Ma allora, quale sarebbe la mia interpretazione? Io, penso che "Eraserhead" parli delle pressioni sociali, con due macrotemi che diventano imponenti, quello della relazione e quello della paternità, svariati sono gli elementi che mi hanno portato in quella direzione, a partire da una delle scene iniziali, quella della cena con i genitori della fidanzata, nella sua rappresentazione più grottesca e oscura, ho intravisto un protagonista come allergico a queste formalità, che vede la cena con i parenti di lei come un incubo dai tratti deliranti, con gli occhi addosso plasmati dal giudizio nei suoi confronti, una relazione basata sulla paura e sull'ansia delle aspettative sociali, in cui prende poco dopo vita l'incubo della paternità, inspiegabile, comparsa dal nulla, il bambino è già nato anche se lui non sapeva niente, ed è un mostriciattolo orribile - la leggenda narra sia un feto di vitello - che piange, caga e disturba tutto il giorno, ben presto il protagonista si ritroverà da solo con questo mostriciattolo verso il quale chiunque proverebbe una repulsione, nel suo appartamento sporco e trasandato, dominato da un buio infestante che rende ogni inquadratura una piccola opera d'arte, pieno di chiaroscuri e silhouette, il film di Lynch presenta una bellezza visiva tutta sua, lontana dalla tipica bellezza formale classica, una sorta di fascino sinistro estremamente magnetico, con il passare della durata la sceneggiatura prende dei tratti sempre più lisergici, fino a svarionare totalmente in visioni clamorose, mi viene in mente tutta la parte della donna che vive all'interno del termosifone, la sua canzone "In heaven everything is fine", il palchetto inquietante nel quale cadono continuamente delle teste simili a quelle del figlio e una marea di simboli, pieni di elementi che diventeranno ricorrenti della filmografia di Lynch - le tende, la stessa esibizione canora la rivedremo spesso -
Poi c'è la parte riguardante la vicina di casa, donna attraente che rappresenta il desiderio inespresso, le pulsioni sessuali del protagonista che immagina delle scene vagamente erotiche in una sequenza straordinaria in cui il volto della donna emerge in uno splendido primo piano totalmente circondato dal buio e in cui finiscono in una vasca piena di liquido bianco, una svarionata meravigliosa che mostra un protagonista desideroso di un rapporto extraconiugale che però rimarrà soltanto nelle sue visioni perché intrappolato in un lugubre appartamento e in una famiglia e relazione che vede come una vera e propria prigione.

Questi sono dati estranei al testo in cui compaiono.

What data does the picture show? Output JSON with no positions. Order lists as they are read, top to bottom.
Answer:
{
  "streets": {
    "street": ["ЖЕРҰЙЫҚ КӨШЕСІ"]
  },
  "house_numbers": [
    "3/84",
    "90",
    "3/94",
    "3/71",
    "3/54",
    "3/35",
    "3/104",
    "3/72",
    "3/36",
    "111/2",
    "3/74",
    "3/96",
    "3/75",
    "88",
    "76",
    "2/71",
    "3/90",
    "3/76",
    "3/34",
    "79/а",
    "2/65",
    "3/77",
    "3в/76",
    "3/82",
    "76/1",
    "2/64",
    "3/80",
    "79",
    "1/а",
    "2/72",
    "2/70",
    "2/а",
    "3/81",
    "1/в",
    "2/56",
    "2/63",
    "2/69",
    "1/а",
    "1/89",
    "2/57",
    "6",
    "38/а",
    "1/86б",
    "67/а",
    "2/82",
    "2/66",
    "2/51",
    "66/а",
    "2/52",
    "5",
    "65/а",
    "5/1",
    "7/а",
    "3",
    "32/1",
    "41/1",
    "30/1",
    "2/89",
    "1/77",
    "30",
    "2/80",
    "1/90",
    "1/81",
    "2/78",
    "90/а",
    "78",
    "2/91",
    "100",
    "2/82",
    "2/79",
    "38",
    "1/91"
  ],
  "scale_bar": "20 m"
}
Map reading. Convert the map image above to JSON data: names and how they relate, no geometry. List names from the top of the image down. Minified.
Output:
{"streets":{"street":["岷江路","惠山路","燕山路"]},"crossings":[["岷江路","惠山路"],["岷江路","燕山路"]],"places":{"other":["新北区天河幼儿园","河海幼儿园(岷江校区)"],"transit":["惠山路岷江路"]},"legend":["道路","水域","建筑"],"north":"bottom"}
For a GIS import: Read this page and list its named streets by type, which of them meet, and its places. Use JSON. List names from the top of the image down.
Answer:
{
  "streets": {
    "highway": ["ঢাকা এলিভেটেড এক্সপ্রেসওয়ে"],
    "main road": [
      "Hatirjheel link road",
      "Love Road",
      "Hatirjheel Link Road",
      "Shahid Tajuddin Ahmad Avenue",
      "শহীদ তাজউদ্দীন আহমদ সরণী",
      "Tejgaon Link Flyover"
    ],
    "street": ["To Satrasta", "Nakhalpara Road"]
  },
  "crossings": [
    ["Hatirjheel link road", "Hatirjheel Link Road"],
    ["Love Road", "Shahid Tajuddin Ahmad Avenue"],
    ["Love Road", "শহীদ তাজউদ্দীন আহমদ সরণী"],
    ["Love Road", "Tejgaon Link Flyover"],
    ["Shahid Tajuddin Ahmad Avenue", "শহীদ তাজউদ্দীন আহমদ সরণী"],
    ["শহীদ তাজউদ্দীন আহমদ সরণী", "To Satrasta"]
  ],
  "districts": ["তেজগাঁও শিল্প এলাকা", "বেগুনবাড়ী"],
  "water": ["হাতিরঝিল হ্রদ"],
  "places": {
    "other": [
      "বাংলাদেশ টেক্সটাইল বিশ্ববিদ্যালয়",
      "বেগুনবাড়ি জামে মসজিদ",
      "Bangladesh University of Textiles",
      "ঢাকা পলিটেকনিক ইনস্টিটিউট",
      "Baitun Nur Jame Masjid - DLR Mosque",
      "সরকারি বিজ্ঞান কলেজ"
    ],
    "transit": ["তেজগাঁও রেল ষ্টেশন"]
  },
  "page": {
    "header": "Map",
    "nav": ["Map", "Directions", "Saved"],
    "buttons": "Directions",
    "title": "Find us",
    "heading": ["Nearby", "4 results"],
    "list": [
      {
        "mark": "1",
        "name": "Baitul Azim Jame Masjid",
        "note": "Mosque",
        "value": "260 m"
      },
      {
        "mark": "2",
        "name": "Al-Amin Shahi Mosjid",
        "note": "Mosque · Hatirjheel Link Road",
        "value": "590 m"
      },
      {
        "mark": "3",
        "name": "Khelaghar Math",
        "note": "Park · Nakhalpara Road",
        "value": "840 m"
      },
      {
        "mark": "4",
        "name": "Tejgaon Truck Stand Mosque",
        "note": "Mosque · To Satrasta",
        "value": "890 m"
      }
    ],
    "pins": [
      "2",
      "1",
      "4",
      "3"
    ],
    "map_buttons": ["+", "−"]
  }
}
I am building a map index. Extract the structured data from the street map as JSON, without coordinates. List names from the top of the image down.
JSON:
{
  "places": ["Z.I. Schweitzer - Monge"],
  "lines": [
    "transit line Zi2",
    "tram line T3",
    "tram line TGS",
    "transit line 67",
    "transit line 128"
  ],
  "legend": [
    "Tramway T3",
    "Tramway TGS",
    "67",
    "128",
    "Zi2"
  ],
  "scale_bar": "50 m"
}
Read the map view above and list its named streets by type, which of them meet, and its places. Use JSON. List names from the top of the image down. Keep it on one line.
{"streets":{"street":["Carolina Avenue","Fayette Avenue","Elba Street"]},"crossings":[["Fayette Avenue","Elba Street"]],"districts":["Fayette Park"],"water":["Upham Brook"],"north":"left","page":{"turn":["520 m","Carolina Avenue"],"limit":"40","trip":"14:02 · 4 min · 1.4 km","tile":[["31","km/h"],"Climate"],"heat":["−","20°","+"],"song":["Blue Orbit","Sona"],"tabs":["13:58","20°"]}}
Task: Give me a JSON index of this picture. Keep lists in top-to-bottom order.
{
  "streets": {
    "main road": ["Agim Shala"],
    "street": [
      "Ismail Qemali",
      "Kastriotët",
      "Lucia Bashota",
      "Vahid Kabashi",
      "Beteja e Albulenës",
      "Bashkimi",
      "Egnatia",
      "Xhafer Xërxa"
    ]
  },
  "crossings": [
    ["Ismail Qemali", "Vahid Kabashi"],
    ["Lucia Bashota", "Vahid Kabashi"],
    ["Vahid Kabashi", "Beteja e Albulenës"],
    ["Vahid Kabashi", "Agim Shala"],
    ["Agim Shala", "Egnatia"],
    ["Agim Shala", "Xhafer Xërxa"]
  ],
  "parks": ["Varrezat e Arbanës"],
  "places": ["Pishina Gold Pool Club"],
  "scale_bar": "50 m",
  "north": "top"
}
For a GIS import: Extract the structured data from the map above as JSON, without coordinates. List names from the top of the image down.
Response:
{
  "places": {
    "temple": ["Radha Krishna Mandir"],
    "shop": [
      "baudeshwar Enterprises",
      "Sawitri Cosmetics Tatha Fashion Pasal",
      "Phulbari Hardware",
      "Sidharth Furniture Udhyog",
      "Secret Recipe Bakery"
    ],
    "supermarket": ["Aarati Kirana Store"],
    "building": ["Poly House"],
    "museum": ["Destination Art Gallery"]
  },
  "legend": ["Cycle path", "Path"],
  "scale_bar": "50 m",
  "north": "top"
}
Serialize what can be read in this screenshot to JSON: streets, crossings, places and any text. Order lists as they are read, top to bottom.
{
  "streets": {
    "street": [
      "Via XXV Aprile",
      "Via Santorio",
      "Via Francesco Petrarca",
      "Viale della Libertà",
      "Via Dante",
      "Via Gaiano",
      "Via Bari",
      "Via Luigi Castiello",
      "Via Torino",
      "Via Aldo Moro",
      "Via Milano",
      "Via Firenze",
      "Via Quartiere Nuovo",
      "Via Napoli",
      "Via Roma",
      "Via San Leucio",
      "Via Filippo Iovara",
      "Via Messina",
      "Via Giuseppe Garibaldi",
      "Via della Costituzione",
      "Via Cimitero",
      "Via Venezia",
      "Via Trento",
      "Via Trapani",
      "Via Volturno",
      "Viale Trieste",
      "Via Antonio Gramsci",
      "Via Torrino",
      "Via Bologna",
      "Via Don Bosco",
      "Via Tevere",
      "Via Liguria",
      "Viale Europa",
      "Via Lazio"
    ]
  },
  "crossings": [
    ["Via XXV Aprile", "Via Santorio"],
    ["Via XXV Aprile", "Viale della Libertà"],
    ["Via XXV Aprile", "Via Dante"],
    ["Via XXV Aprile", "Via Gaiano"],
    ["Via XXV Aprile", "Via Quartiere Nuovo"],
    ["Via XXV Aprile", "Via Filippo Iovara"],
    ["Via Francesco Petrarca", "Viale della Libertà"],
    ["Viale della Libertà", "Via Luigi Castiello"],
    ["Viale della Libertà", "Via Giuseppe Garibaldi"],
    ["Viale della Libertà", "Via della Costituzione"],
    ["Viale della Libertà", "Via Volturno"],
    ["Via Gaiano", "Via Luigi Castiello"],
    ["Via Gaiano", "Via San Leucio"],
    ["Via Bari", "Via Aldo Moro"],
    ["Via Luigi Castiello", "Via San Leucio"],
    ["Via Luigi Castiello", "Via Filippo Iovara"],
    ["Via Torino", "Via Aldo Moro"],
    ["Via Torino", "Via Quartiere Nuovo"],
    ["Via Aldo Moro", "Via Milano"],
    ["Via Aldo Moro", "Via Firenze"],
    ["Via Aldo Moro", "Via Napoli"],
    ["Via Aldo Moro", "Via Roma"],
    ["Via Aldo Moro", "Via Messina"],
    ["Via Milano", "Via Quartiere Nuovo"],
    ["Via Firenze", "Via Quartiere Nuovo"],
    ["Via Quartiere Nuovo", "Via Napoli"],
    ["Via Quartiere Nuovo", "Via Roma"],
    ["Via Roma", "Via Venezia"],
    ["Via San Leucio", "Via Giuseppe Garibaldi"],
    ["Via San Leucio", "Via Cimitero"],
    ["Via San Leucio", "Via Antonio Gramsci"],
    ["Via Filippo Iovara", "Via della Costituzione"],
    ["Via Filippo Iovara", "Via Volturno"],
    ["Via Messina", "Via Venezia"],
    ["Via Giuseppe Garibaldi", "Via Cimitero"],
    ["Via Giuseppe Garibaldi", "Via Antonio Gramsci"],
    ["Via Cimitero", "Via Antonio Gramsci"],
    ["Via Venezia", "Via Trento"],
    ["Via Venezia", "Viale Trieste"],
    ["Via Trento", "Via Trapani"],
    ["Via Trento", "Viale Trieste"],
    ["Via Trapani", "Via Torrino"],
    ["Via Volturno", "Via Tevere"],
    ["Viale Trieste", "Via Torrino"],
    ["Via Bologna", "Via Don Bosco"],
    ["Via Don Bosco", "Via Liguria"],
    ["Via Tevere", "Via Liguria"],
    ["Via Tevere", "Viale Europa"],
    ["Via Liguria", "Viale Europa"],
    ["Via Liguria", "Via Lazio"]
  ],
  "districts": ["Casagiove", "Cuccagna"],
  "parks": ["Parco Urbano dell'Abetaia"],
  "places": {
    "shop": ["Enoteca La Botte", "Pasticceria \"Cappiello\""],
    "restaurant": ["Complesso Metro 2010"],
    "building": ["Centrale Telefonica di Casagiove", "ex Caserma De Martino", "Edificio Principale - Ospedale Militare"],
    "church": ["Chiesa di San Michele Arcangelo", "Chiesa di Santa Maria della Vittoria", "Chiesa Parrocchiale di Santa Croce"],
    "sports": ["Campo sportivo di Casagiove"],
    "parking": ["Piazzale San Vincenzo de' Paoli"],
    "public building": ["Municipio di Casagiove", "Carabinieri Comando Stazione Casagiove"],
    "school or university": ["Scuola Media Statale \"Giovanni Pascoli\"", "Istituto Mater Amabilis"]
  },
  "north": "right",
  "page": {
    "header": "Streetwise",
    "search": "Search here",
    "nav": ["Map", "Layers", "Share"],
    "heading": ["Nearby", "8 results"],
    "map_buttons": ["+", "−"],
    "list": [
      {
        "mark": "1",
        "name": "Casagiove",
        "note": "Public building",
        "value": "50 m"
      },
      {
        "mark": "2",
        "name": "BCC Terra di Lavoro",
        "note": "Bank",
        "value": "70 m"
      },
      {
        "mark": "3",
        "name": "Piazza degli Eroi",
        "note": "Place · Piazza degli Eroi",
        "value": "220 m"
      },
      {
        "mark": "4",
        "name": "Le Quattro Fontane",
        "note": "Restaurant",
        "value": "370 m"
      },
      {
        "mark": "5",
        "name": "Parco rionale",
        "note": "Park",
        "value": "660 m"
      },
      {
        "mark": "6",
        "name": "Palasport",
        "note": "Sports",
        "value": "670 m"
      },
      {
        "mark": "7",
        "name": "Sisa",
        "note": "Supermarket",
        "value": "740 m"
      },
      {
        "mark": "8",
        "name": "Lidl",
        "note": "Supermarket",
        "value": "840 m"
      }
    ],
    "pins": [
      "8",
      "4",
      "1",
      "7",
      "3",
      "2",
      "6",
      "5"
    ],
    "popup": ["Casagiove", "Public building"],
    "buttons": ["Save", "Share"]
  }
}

Ma ovviamente, c'è il solito disclaimer che uso quando parlo dei film di Lynch, queste sono solo le mie impressioni, il film nel suo essere così surreale e poco definito lascia spazio a tante altre interpretazioni che variano in base alla sensibilità dello spettatore.
Per il resto, capolavoro, impossibile non menzionare lo splendido sonoro fatto di suoni gutturali che sembrano provenire dagli angoli più remoti della mente e contribuiscono ad aumentare esponenzialmente l'inquietudine dello spettatore.